◆ **Work item**: Nothing but the lines from the start of the entries through the line holding "0 #a69a94) drop-shadow(-1px" is to be repeated, exactly and with pictures excluded.

(Collected data entries)

^^^^^^^^^^^^^^^^

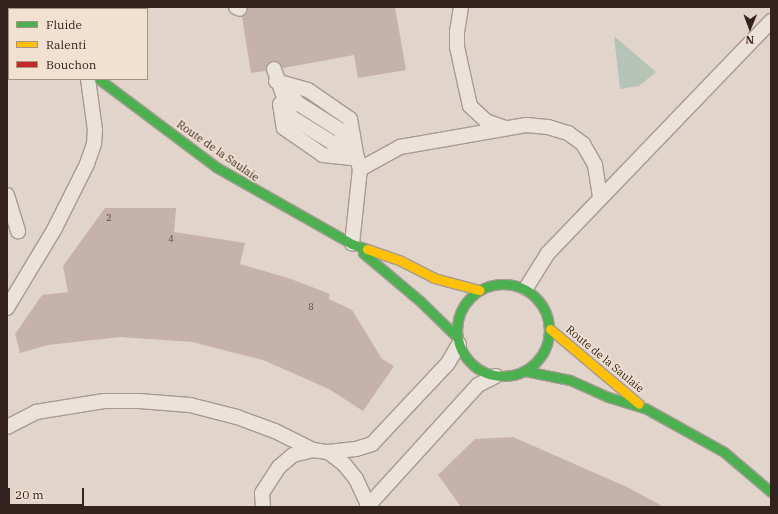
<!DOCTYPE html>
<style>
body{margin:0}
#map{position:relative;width:778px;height:514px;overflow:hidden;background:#e1d4ca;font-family:"IBM Plex Serif",serif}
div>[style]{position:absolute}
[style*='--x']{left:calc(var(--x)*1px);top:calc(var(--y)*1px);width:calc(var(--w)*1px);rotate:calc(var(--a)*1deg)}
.water>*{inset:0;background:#b6c4b7}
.building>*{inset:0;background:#c4b2ab}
.roads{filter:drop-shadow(1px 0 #a69a94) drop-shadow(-1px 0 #a69a94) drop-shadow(0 1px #a69a94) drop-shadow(0 -1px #a69a94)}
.lane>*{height:14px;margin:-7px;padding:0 7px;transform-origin:7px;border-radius:7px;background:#eae2db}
.fast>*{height:9px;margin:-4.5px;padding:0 4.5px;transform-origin:4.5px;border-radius:4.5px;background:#4caf50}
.fast>.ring{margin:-4.5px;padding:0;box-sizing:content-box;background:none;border:9px solid #4caf50;border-radius:50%}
.slow>*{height:9px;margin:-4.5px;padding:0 4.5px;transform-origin:4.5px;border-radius:4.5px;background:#ffc107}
.jam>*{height:9px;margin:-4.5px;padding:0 4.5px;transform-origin:4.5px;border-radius:4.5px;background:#c62828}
span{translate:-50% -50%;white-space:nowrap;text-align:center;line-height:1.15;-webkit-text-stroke:3px #f2e0d0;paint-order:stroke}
.number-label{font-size:9px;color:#574640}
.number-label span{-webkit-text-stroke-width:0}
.street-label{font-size:11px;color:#33221d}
.frame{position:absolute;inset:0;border:8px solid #33221d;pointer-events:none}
.legend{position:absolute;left:8px;top:8px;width:140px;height:72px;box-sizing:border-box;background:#f2e0d0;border:1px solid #a69488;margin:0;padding:5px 7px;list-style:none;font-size:12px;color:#33221d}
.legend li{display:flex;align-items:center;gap:8px;height:20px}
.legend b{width:20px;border:1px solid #a69488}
.north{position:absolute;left:730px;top:8px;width:40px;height:40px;-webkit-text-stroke:3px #f2e0d0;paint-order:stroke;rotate:181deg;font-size:11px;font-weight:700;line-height:16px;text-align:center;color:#33221d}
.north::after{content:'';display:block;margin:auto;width:14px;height:18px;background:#33221d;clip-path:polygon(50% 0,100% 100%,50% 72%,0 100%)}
.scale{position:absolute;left:8px;top:488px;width:76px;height:18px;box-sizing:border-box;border:2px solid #33221d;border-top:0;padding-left:5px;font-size:12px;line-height:14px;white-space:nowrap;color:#33221d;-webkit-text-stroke:3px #f2e0d0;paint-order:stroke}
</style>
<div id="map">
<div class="water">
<i style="clip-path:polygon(614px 36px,656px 72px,639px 86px,620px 89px)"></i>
</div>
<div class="building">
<i style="clip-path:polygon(248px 7px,395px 7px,406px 70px,358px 78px,354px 55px,283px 68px,279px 62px,272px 61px,267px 64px,266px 71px,251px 73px,242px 17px,247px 13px)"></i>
<i style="clip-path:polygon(105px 208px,176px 208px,174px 232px,245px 243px,240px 264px,291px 279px,330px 294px,329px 299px,352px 310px,382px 359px,394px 366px,363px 411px,329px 389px,263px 360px,192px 342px,120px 337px,48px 345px,20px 353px,15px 334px,42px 295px,68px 292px,63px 266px)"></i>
<i style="clip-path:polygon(513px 437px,627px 487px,664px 507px,461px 507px,438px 475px,475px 439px)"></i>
</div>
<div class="roads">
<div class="lane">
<i style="--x:236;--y:7;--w:4;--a:27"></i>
<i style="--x:461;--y:7;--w:24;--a:99"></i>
<i style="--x:457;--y:31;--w:16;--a:90"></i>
<i style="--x:457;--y:47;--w:60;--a:77.6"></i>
<i style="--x:470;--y:106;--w:22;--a:43"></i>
<i style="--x:486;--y:121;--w:20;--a:20"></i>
<i style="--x:274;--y:69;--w:51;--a:70.5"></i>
<i style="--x:291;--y:117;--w:78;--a:31.8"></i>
<i style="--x:357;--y:158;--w:11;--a:75"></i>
<i style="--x:360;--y:169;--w:75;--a:96.1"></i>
<i style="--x:276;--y:81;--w:33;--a:16"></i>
<i style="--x:308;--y:90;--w:51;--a:34.6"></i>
<i style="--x:350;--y:119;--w:40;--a:80"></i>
<i style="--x:281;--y:85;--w:26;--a:47"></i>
<i style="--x:299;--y:104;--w:49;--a:32.4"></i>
<i style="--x:340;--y:130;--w:22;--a:60"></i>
<i style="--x:280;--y:104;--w:24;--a:81"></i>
<i style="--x:284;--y:128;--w:47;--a:34.7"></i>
<i style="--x:323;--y:155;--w:31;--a:6"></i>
<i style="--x:360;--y:169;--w:46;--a:-28.8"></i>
<i style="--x:400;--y:147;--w:128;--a:-9.9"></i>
<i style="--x:526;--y:125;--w:22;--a:5"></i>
<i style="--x:548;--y:127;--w:21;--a:17"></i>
<i style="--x:568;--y:133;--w:19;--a:36"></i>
<i style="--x:583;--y:144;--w:24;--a:60"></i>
<i style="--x:595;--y:165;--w:32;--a:81"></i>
<i style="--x:7;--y:195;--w:38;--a:73"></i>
<i style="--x:526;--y:288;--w:41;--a:-57.8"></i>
<i style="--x:548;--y:253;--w:322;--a:-46.1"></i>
<i style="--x:7;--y:308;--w:93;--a:-59"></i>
<i style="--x:55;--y:228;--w:72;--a:-63.4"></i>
<i style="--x:87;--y:164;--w:21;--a:-71"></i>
<i style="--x:94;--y:144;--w:14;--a:-86"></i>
<i style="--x:95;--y:130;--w:51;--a:-97.8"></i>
<i style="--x:7;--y:427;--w:33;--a:-27"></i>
<i style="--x:36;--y:412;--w:69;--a:-9.2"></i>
<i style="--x:104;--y:401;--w:35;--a:0"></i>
<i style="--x:139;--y:401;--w:51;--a:4.5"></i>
<i style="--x:190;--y:405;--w:49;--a:14.3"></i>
<i style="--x:237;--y:417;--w:40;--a:20.2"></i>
<i style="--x:275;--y:431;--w:42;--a:26.6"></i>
<i style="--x:313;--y:450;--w:15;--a:8"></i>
<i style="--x:328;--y:452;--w:28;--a:-6"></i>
<i style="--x:356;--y:449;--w:17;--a:-17"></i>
<i style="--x:372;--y:444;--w:111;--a:-46.8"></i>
<i style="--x:448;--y:363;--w:22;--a:-60"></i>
<i style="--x:328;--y:452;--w:20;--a:37"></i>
<i style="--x:344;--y:464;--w:19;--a:51"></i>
<i style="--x:356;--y:479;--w:31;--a:65"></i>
<i style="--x:263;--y:507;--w:14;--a:-94"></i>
<i style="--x:262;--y:493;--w:31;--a:-57"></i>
<i style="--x:279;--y:467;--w:18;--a:-41"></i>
<i style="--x:293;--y:455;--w:21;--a:-14"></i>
<i style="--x:367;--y:507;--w:165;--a:-47.7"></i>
<i style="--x:478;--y:385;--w:20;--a:-27"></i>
</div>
<div class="fast">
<i style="--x:99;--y:79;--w:146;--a:36.9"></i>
<i style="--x:216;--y:167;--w:156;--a:29.5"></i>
<i style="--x:352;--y:244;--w:16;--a:18"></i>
<i style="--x:363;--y:253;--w:75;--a:40.1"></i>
<i style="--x:420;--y:301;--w:52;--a:44.2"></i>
<i class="ring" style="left:457px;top:284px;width:83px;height:83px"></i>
<i style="--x:525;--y:371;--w:46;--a:11.3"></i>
<i style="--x:570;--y:380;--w:42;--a:24.1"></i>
<i style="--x:608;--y:397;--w:39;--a:17"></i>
<i style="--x:645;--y:408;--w:90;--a:29.1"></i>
<i style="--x:724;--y:452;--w:62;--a:40.4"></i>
</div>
<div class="slow">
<i style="--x:35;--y:7;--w:2;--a:63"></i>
<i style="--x:367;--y:249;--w:36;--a:19"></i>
<i style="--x:401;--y:261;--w:37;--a:27"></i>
<i style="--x:434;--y:278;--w:47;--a:14.9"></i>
<i style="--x:550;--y:329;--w:116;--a:40.1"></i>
</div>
<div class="jam">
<i style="--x:7;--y:18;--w:3;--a:45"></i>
</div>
</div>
<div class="number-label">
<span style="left:109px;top:218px">2</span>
<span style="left:171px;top:239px">4</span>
<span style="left:311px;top:307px">8</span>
</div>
<div class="street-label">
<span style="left:218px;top:151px;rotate:35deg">Route de la Saulaie</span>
<span style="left:605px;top:359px;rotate:40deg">Route de la Saulaie</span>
</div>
<div class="frame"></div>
<ul class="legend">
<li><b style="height:5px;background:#4caf50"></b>Fluide</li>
<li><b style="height:5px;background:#ffc107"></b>Ralenti</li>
<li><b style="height:5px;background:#c62828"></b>Bouchon</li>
</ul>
<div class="north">N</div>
<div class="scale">20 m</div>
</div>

^^^^^^^^^^^^^^^^

◆ **Answer space**:
<!DOCTYPE html>
<style>
body{margin:0}
#map{position:relative;width:778px;height:514px;overflow:hidden;background:#e1d4ca;font-family:"IBM Plex Serif",serif}
div>[style]{position:absolute}
[style*='--x']{left:calc(var(--x)*1px);top:calc(var(--y)*1px);width:calc(var(--w)*1px);rotate:calc(var(--a)*1deg)}
.water>*{inset:0;background:#b6c4b7}
.building>*{inset:0;background:#c4b2ab}
.roads{filter:drop-shadow(1px 0 #a69a94) drop-shadow(-1px 0 #a69a94) drop-shadow(0 1px #a69a94) drop-shadow(0 -1px #a69a94)}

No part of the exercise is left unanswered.